We’re doing a series on prayer. Prayer is such a crucial topic but is it what we are prophetically called to proclaim during this season in the life of our church or is it simply something that was slated to be preached on when a schedule was created in the spring? Enough on that.

The point is, I’m kicking this series off with the great promise of Jesus from John 15:

Abide in me, and I in you. As the branch cannot bear fruit by itself, unless it abides in the vine, neither can you, unless you abide in me. I am the vine; you are the branches. Whoever abides in me and I in him, he it is that bears much fruit, for apart from me you can do nothing.

We often get hung up as Christians on that what’s and how’s of prayer. What is prayer. How does it work? How should I pray? Important questions. After all, this was behind the question by his disciple in Luke 11:1. What this series wants to focus on is the why. Why do we pray?

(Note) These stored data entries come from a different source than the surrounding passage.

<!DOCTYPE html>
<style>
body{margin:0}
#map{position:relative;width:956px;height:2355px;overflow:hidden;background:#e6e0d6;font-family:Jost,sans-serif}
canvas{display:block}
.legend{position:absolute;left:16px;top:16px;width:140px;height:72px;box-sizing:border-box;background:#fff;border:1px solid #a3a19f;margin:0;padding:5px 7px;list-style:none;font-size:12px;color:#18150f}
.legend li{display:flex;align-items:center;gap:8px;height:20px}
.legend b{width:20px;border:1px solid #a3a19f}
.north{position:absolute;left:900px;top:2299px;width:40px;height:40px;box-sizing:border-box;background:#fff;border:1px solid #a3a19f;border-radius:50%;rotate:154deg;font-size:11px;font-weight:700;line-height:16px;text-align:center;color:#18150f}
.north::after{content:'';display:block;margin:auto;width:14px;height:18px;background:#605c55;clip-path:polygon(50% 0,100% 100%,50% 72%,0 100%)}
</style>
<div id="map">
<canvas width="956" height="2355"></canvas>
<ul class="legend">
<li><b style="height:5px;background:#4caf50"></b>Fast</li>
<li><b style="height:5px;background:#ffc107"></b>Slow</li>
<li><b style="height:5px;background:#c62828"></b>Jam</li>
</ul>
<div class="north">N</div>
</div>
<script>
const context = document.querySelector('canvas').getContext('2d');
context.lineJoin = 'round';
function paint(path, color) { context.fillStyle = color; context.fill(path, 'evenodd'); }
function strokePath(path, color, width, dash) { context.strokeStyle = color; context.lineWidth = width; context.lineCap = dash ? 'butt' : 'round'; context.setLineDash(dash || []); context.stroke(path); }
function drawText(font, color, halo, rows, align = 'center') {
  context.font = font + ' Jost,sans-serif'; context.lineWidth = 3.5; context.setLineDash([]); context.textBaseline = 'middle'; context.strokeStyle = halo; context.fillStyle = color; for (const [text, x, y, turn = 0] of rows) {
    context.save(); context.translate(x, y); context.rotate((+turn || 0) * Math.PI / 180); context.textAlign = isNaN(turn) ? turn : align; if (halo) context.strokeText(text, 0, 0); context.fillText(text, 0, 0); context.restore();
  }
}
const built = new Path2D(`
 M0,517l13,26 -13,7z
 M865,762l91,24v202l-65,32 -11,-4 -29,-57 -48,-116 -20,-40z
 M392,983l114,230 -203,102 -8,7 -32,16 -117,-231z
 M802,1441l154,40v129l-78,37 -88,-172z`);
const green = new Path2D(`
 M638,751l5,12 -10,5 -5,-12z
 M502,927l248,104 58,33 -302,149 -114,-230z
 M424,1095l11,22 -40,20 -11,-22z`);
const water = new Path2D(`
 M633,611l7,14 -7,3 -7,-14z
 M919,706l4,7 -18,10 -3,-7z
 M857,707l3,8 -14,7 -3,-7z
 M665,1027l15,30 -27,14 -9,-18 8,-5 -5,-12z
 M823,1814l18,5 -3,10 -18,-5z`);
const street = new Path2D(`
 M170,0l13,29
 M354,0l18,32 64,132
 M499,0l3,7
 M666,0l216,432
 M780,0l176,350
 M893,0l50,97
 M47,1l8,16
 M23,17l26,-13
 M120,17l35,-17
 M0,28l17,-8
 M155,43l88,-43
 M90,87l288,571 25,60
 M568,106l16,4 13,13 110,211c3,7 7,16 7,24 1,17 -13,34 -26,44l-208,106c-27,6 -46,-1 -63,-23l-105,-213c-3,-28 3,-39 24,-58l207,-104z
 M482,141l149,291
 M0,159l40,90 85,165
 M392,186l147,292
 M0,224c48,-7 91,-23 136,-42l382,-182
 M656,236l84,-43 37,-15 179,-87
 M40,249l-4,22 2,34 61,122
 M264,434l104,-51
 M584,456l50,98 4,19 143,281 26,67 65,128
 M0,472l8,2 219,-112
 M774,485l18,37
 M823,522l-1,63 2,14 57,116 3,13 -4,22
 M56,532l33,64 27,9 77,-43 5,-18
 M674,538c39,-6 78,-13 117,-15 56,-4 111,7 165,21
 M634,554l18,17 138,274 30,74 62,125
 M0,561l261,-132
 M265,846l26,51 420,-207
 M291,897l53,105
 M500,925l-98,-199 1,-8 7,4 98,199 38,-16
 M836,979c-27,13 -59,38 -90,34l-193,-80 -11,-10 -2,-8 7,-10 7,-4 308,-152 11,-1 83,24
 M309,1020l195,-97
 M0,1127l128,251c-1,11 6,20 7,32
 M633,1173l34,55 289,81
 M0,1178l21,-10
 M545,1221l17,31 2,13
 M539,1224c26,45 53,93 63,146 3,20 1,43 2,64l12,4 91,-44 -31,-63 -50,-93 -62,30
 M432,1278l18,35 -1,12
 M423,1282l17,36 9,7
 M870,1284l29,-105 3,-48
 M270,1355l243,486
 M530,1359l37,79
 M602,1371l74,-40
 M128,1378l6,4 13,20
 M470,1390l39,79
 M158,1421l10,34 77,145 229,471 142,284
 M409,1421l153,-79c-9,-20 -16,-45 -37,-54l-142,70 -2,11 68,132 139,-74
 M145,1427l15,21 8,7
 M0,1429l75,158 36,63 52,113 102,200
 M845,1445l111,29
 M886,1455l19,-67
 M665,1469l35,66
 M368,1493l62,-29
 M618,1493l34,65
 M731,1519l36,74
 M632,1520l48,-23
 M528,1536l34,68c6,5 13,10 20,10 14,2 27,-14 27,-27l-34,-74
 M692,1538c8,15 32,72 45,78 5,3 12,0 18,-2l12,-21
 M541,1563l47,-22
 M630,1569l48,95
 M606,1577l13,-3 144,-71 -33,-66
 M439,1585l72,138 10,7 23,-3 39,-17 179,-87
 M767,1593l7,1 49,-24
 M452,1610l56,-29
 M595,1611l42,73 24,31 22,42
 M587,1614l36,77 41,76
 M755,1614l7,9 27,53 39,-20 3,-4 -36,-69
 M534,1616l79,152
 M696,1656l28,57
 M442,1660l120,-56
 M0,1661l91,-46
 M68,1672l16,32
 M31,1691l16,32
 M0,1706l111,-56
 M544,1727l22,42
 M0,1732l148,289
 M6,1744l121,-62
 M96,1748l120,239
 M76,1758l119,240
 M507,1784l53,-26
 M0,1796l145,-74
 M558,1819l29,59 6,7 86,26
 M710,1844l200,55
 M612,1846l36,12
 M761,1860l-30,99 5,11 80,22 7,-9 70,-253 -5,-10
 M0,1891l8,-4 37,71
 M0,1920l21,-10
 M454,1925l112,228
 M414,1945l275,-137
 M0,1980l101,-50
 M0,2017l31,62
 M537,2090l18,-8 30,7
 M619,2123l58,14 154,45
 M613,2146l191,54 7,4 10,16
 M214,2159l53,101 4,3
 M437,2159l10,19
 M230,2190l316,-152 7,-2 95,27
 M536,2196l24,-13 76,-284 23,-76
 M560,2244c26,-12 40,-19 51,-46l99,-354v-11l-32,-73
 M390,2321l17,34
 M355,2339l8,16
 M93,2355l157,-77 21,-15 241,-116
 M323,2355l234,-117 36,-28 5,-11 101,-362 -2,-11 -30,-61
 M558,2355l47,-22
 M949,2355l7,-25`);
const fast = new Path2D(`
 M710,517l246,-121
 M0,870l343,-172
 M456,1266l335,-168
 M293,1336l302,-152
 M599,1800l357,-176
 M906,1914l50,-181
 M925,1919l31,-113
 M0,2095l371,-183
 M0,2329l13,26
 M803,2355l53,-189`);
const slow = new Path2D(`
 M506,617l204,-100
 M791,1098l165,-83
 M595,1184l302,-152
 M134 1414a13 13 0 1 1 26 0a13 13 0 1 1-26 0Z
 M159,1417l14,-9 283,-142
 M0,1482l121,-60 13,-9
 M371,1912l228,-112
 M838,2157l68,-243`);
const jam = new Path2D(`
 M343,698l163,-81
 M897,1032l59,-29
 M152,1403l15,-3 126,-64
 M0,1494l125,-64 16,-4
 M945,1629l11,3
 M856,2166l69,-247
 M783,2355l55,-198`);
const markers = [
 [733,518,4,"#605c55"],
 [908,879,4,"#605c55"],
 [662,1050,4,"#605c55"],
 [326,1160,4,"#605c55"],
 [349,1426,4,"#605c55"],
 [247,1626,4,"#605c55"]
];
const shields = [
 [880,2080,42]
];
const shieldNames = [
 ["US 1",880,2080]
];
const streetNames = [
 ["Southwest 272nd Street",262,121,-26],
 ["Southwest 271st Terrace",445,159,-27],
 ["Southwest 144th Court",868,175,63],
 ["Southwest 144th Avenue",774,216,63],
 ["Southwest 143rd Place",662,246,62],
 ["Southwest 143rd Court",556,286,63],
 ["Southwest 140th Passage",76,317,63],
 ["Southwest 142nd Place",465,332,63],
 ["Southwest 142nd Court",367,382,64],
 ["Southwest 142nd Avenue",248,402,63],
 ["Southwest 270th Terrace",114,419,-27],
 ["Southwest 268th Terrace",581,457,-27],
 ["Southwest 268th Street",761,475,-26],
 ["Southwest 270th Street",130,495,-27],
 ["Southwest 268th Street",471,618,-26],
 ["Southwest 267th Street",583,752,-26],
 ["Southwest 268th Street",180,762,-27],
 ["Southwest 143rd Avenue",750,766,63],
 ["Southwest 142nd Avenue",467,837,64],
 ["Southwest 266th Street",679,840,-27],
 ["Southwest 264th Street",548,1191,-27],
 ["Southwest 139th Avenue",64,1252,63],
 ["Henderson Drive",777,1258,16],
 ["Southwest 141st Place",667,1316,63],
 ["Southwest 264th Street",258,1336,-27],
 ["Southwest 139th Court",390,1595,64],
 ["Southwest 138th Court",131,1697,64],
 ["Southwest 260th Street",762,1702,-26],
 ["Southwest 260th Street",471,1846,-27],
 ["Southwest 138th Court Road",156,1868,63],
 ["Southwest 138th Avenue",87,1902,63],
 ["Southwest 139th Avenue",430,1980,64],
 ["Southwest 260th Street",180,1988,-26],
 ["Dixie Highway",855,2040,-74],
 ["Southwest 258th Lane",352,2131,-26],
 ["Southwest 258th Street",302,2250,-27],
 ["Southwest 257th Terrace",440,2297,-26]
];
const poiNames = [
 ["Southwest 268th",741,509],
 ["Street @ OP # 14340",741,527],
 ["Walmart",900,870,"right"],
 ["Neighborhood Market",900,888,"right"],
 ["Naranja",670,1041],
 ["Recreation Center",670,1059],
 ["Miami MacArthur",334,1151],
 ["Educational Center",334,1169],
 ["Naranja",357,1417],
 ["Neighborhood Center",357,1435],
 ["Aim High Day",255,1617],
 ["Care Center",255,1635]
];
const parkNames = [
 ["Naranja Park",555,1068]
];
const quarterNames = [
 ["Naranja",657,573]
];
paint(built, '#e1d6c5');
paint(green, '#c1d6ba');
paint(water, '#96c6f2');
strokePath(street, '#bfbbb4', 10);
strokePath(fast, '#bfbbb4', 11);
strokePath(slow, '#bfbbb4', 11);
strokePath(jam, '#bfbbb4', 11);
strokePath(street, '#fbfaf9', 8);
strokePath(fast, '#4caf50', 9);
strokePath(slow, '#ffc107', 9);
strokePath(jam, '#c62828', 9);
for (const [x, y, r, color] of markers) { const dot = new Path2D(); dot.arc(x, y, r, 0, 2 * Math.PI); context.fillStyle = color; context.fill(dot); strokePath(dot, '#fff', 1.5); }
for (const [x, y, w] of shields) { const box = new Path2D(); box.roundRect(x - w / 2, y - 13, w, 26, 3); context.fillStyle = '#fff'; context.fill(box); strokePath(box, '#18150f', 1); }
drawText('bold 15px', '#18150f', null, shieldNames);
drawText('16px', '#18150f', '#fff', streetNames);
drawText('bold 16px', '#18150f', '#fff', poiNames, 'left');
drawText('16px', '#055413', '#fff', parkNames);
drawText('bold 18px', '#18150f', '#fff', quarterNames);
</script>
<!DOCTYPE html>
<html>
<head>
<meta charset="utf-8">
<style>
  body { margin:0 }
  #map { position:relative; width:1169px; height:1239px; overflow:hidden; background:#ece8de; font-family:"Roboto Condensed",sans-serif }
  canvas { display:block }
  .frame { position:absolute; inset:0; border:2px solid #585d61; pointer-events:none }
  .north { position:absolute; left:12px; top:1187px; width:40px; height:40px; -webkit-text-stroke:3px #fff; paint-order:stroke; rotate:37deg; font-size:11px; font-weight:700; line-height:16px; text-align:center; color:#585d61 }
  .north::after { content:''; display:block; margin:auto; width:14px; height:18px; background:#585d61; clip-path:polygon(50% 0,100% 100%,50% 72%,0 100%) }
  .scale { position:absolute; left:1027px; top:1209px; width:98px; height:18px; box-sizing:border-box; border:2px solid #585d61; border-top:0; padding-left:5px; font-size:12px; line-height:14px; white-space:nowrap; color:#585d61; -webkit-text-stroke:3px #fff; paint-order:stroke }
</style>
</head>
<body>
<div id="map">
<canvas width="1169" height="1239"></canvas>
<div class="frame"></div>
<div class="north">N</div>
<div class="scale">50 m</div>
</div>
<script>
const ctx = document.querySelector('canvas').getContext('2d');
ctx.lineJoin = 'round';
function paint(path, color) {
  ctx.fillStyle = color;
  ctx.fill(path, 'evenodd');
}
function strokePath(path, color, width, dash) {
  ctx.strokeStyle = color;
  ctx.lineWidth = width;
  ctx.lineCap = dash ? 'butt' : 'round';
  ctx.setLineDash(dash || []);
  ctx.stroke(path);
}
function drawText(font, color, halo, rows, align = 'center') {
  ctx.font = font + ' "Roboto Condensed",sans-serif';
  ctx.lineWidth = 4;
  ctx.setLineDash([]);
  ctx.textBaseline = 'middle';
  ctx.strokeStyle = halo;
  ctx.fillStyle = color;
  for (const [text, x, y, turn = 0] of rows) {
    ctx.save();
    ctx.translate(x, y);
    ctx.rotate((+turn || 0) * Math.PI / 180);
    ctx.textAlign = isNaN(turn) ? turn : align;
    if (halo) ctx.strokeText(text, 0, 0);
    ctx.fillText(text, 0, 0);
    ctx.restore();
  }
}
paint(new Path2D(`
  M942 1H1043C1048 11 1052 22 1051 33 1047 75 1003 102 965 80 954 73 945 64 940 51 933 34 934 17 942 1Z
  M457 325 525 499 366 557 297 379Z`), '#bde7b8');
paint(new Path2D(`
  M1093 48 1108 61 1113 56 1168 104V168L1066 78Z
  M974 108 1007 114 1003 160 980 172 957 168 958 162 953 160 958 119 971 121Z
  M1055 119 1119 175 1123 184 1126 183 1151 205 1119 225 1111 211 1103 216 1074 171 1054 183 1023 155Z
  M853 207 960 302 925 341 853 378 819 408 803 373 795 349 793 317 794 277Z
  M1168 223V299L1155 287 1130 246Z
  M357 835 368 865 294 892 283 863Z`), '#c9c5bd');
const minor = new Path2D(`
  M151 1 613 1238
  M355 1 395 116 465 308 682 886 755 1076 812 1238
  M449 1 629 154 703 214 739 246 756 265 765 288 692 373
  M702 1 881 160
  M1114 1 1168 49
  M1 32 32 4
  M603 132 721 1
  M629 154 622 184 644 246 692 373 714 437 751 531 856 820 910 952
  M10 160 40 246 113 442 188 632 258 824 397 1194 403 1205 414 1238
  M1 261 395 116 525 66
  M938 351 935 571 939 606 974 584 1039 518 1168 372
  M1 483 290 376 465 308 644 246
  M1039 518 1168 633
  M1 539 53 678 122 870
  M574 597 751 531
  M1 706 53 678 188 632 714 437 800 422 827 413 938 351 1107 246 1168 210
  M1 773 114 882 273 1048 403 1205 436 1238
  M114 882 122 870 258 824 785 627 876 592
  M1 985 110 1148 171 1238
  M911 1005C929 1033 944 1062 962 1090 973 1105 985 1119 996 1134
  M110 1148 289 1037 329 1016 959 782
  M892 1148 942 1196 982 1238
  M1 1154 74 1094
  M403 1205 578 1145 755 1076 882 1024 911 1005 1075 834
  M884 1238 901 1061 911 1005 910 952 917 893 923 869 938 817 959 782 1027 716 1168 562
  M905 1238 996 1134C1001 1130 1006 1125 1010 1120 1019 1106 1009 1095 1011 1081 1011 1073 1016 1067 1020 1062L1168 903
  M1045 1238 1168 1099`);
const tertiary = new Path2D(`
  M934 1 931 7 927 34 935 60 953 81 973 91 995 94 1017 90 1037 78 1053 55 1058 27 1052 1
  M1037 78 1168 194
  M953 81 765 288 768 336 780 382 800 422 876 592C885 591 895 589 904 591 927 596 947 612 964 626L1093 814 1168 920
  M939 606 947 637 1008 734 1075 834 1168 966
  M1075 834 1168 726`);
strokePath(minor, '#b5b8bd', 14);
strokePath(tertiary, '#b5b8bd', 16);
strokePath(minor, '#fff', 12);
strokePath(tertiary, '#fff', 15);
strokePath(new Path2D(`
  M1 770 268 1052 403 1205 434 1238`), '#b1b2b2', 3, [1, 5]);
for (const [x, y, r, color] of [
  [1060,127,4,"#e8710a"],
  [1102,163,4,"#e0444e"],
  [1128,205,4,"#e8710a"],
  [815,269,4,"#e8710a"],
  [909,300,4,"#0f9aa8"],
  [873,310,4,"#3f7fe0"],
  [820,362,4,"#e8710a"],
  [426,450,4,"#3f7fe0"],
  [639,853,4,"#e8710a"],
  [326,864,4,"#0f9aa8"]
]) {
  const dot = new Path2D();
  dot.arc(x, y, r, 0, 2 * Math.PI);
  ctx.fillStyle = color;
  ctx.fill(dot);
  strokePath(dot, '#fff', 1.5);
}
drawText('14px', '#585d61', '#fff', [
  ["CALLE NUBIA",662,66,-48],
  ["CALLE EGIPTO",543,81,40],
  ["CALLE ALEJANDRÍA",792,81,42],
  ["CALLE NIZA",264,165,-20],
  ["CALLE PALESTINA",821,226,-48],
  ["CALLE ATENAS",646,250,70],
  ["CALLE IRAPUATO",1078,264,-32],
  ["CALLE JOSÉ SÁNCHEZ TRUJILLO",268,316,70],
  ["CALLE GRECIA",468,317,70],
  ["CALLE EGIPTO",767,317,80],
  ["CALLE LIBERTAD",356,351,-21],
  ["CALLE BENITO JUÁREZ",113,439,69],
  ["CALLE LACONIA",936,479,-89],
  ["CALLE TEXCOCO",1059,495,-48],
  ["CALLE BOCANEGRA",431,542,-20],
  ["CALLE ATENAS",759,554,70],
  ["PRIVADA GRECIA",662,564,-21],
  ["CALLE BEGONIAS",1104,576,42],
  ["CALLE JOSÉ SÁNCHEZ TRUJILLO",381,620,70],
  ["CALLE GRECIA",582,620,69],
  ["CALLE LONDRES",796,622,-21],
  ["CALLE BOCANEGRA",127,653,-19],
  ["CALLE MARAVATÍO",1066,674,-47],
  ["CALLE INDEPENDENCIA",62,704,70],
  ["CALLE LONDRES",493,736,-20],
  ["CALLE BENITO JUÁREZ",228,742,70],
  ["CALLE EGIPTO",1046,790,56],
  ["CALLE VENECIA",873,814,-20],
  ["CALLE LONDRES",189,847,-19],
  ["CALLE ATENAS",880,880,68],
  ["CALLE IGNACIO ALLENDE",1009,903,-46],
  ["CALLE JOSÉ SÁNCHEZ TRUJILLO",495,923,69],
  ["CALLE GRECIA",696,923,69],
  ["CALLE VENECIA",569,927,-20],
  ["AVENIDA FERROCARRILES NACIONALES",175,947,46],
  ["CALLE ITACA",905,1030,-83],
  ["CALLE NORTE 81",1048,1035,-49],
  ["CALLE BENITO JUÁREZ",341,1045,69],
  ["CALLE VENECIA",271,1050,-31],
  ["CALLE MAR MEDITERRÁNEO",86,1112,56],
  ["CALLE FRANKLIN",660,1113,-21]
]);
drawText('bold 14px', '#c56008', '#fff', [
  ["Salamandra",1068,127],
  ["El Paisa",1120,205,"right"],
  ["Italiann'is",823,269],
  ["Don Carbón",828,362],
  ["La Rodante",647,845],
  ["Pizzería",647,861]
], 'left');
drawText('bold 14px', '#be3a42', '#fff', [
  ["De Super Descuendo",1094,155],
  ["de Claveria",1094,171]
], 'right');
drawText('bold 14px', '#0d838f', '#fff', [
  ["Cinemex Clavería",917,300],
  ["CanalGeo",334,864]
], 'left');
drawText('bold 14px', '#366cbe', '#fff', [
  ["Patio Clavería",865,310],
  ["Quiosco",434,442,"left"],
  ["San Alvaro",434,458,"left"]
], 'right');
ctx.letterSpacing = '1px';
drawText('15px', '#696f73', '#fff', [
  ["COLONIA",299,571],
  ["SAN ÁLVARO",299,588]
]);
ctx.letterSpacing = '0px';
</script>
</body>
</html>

At the heart of why we pray is what Jesus promises in John 15 – abiding. Abiding in Jesus. In. Me in him and Him in me. In. Intimacy.

In the midst of trying to kick start this sermon the past couple of days, I’m realizing how I haven’t been abiding very well lately. I’m weary. This has been a rough stretch. I’ve been putting a lot of work into areas of ministry which are not life-giving. I’ve been attacked. I’ve been betrayed. I feel ignored. It has been a frustrating time.

As I’ve come to regular times of hourly prayer or the office, I’ve been surrounded by a lot of noise. It’s been hard to find any space for thinking or study or writing. I know the desire for the contemplative life can often be driven by a selfish desire to be left alone. But If Christ is abiding me, I don’t sense his presence. If anything, I feel fit for pruning and the yard fire. I’ve been difficult to live with. I’ve been angry. It’s been difficult to pray. I’m sitting here as my wife my two sons talk to me all at the same time (nevermind that I’m trying to journal) and the dog is barking.


At times, I love to accept the invitation to my own pity party. So, Lord, you have to have mercy on me.  I remember that you are indeed the Good Shepherd. You have good intentions for me. I do pray that as I prepare this sermon for your glory and your people that you can push through the crust and reach in and touch me. Pour into me. Fill me I can’ t make this happen on my own.

O God of peace, who hast taught us that in returning and rest we shall be saved, in quietness and confidence shall be our strength: By the might of thy Spirit lift us, we pray thee, to thy presence, where we may be still and know that thou art God; through Jesus Christ our Lord.